### What this task involves
Find every line in the data that contains the word "function". Return each of those lines.

Stored data entries
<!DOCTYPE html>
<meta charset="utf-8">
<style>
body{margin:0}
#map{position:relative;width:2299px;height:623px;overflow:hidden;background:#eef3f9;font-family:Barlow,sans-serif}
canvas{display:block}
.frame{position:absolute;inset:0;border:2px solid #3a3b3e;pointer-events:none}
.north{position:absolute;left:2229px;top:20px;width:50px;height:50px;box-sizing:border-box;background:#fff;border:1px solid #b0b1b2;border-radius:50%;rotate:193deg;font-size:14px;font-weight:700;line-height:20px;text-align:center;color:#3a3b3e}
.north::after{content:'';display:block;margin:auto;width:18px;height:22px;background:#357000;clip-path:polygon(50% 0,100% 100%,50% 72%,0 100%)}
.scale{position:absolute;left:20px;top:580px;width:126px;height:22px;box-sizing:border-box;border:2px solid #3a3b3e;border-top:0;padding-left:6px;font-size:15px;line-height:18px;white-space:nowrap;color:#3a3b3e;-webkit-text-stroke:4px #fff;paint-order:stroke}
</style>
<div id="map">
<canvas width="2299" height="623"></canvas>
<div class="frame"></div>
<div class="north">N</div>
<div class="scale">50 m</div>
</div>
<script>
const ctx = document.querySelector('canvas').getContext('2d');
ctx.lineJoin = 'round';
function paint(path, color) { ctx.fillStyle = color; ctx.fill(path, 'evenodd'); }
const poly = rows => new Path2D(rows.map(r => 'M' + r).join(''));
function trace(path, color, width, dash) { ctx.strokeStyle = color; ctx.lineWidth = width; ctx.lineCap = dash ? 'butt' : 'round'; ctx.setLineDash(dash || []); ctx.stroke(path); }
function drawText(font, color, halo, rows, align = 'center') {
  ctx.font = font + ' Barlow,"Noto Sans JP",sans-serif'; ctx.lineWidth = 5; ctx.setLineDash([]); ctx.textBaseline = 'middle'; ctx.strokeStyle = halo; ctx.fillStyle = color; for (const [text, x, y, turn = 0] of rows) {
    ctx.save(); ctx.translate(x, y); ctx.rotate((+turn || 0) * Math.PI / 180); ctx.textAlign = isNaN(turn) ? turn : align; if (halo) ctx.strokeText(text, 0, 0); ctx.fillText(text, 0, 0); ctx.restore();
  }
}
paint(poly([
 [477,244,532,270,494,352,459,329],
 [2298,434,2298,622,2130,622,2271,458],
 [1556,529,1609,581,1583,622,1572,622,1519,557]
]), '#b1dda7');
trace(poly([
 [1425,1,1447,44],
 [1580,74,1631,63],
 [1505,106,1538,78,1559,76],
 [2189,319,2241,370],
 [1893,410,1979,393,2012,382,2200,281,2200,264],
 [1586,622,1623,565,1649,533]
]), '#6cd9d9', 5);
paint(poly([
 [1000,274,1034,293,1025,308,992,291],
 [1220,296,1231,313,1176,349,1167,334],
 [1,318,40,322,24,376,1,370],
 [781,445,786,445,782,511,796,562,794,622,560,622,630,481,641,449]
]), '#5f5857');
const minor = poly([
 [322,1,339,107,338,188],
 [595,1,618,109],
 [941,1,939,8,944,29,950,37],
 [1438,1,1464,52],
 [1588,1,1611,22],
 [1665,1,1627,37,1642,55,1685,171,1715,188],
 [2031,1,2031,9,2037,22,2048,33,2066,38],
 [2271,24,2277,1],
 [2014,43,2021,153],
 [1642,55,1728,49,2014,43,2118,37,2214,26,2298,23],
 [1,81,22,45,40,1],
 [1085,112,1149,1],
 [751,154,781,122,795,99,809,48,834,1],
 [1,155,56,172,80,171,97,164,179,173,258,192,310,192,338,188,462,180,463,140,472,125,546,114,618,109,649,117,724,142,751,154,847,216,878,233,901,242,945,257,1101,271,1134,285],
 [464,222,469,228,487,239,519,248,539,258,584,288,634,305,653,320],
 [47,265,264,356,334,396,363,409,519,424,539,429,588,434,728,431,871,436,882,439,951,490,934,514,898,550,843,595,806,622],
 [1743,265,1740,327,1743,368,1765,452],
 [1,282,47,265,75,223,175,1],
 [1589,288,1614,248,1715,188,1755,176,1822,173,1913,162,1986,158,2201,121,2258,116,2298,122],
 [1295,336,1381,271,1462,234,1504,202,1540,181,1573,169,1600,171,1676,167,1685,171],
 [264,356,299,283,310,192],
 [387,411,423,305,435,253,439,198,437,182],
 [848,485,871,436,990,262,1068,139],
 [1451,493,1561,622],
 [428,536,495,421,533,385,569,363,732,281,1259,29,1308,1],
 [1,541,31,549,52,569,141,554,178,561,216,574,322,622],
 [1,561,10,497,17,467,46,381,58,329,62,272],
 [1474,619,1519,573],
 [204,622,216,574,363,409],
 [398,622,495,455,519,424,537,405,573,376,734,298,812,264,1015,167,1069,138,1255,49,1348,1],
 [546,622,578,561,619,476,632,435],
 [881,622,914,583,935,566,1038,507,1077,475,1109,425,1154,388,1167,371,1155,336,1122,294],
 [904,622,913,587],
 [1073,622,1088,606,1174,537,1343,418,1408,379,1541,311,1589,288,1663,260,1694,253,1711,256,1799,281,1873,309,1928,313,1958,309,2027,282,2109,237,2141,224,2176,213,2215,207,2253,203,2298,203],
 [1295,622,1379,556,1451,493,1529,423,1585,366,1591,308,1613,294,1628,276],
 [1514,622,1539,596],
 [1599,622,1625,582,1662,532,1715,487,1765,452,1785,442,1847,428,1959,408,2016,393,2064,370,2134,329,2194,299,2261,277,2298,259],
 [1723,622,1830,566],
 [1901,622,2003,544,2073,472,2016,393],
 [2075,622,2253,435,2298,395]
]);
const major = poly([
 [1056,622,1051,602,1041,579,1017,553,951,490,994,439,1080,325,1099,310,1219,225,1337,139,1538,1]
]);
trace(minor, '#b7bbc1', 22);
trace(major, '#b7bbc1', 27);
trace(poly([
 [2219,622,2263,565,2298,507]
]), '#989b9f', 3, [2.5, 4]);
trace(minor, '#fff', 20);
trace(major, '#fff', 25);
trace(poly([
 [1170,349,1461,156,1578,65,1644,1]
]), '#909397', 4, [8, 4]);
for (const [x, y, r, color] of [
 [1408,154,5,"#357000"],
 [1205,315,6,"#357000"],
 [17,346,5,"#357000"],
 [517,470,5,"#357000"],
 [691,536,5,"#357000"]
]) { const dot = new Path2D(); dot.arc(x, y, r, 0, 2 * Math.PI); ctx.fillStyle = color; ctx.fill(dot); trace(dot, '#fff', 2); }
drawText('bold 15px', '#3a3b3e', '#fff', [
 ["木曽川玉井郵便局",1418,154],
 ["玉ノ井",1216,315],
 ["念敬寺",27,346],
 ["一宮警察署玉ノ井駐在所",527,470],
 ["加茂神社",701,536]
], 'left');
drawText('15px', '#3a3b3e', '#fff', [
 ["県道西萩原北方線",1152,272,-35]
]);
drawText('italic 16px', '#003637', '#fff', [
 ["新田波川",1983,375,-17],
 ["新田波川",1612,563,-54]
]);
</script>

--

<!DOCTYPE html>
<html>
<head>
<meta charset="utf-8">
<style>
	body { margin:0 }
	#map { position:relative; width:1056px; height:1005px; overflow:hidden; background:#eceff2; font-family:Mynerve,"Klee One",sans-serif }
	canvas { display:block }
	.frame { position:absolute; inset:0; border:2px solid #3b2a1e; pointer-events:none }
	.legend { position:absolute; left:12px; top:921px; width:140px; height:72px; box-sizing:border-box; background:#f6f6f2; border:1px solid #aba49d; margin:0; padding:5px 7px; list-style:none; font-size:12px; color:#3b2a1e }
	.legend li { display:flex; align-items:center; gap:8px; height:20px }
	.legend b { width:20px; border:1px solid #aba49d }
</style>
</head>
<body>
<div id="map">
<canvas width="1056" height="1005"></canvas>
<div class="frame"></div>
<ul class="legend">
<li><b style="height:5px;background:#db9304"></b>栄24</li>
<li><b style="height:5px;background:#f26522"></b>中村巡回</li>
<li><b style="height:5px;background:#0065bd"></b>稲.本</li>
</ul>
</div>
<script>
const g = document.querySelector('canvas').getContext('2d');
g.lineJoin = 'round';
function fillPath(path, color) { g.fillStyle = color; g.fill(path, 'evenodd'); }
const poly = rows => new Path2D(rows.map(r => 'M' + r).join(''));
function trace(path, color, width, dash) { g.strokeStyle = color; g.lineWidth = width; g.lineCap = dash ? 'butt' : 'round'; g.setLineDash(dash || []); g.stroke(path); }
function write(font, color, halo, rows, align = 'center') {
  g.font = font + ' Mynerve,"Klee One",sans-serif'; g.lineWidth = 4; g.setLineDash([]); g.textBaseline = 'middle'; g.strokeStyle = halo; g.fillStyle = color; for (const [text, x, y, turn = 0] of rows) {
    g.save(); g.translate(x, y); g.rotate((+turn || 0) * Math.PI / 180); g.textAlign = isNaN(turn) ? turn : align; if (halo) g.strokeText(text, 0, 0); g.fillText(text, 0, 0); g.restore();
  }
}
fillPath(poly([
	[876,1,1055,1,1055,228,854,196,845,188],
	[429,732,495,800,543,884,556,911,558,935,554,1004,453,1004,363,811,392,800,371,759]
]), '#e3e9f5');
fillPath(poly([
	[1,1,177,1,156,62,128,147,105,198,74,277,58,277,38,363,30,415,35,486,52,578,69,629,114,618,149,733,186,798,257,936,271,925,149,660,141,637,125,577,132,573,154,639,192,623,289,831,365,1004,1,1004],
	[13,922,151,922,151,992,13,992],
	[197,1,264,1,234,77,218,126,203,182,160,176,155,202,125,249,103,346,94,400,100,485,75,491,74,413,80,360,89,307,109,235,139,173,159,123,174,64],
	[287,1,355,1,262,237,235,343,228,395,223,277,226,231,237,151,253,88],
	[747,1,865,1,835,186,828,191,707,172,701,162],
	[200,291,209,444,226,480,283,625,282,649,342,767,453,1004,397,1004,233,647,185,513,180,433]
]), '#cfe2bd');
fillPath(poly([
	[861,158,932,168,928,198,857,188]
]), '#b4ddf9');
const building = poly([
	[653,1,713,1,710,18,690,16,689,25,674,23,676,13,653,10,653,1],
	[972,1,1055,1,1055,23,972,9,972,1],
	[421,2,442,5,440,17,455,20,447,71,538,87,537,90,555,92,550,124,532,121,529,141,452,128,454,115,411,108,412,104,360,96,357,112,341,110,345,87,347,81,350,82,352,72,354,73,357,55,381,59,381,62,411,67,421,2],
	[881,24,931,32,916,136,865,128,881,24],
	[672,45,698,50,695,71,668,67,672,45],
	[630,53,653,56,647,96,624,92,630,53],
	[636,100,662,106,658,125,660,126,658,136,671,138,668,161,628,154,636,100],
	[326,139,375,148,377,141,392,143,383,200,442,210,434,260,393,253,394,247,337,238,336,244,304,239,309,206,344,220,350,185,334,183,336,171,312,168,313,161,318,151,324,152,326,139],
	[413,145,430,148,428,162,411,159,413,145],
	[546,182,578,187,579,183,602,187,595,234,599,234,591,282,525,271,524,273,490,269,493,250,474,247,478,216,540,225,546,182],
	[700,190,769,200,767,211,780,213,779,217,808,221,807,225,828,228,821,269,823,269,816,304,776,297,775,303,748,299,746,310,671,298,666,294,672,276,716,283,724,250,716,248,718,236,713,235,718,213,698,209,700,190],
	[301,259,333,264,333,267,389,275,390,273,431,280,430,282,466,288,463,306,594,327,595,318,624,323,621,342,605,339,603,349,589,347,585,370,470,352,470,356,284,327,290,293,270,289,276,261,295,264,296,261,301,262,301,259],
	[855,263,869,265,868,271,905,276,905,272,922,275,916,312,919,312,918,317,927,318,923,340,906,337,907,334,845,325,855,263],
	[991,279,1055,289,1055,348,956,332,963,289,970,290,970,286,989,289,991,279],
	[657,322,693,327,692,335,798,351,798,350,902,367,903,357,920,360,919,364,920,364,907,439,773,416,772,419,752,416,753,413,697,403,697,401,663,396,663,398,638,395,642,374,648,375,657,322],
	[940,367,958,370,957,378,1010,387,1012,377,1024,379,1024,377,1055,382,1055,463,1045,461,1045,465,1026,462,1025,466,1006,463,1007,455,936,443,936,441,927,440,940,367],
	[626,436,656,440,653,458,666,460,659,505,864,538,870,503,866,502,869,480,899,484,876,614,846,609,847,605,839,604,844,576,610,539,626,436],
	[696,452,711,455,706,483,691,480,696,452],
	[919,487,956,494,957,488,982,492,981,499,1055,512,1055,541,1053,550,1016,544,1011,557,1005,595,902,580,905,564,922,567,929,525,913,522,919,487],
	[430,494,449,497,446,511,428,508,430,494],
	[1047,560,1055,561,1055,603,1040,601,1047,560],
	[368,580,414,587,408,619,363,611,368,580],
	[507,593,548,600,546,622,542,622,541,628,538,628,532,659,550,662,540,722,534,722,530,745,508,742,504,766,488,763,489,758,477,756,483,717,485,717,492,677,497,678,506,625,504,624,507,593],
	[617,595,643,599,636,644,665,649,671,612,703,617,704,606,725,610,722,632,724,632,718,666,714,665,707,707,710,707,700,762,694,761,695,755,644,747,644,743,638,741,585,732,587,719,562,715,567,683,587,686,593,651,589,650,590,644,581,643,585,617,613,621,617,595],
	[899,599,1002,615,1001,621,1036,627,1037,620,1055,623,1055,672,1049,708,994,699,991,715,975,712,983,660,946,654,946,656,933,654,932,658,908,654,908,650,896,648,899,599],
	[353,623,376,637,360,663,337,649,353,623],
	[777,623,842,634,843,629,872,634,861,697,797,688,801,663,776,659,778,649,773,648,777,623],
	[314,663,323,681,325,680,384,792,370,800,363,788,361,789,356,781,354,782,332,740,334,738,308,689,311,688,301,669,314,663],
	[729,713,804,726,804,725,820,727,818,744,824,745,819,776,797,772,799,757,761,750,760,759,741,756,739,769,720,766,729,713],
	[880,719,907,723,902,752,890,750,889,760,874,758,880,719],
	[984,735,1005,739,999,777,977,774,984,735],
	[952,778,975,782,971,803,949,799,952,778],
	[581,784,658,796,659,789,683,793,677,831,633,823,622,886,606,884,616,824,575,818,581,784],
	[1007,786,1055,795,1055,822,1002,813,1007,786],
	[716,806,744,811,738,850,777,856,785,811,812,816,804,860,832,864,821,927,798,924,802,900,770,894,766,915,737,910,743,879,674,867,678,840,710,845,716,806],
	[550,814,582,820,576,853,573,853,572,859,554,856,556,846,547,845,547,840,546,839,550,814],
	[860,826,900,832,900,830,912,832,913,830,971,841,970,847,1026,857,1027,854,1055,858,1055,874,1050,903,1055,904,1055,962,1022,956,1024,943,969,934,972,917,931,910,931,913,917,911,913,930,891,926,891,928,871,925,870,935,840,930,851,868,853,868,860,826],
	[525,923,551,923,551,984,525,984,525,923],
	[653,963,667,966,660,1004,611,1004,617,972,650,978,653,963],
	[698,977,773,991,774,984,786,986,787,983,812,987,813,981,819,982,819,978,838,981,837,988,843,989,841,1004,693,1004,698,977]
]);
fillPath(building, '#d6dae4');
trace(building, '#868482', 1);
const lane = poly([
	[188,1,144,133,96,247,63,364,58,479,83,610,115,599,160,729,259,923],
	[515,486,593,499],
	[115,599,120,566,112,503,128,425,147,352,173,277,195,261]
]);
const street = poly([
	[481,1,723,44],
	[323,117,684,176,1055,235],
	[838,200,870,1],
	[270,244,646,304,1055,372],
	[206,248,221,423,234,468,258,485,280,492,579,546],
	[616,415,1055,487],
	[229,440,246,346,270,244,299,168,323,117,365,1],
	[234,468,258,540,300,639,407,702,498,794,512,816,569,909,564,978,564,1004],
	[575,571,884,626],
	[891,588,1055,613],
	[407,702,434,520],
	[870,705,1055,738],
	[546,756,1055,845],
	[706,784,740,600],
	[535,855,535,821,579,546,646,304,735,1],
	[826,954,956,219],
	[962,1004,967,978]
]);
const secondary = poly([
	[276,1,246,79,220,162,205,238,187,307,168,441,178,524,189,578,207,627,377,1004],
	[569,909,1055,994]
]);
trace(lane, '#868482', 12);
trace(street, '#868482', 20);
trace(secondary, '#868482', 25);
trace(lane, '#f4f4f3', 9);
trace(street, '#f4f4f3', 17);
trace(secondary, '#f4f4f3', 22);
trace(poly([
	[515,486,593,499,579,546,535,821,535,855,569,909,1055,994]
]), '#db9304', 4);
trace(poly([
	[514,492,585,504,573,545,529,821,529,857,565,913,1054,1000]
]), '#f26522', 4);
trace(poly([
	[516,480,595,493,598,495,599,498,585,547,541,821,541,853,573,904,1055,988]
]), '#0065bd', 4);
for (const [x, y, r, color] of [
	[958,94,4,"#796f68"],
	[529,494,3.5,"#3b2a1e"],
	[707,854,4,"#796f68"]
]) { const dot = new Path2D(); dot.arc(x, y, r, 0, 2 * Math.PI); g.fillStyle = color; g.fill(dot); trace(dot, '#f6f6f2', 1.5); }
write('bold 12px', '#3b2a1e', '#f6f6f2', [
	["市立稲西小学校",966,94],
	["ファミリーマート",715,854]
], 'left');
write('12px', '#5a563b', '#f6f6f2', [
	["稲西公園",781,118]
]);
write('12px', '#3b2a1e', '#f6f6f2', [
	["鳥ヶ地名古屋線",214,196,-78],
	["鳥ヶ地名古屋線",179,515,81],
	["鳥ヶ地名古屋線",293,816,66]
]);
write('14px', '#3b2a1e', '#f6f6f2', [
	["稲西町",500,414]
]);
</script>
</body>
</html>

### Response
function paint(path, color) { ctx.fillStyle = color; ctx.fill(path, 'evenodd'); }
function trace(path, color, width, dash) { ctx.strokeStyle = color; ctx.lineWidth = width; ctx.lineCap = dash ? 'butt' : 'round'; ctx.setLineDash(dash || []); ctx.stroke(path); }
function drawText(font, color, halo, rows, align = 'center') {
function fillPath(path, color) { g.fillStyle = color; g.fill(path, 'evenodd'); }
function trace(path, color, width, dash) { g.strokeStyle = color; g.lineWidth = width; g.lineCap = dash ? 'butt' : 'round'; g.setLineDash(dash || []); g.stroke(path); }
function write(font, color, halo, rows, align = 'center') {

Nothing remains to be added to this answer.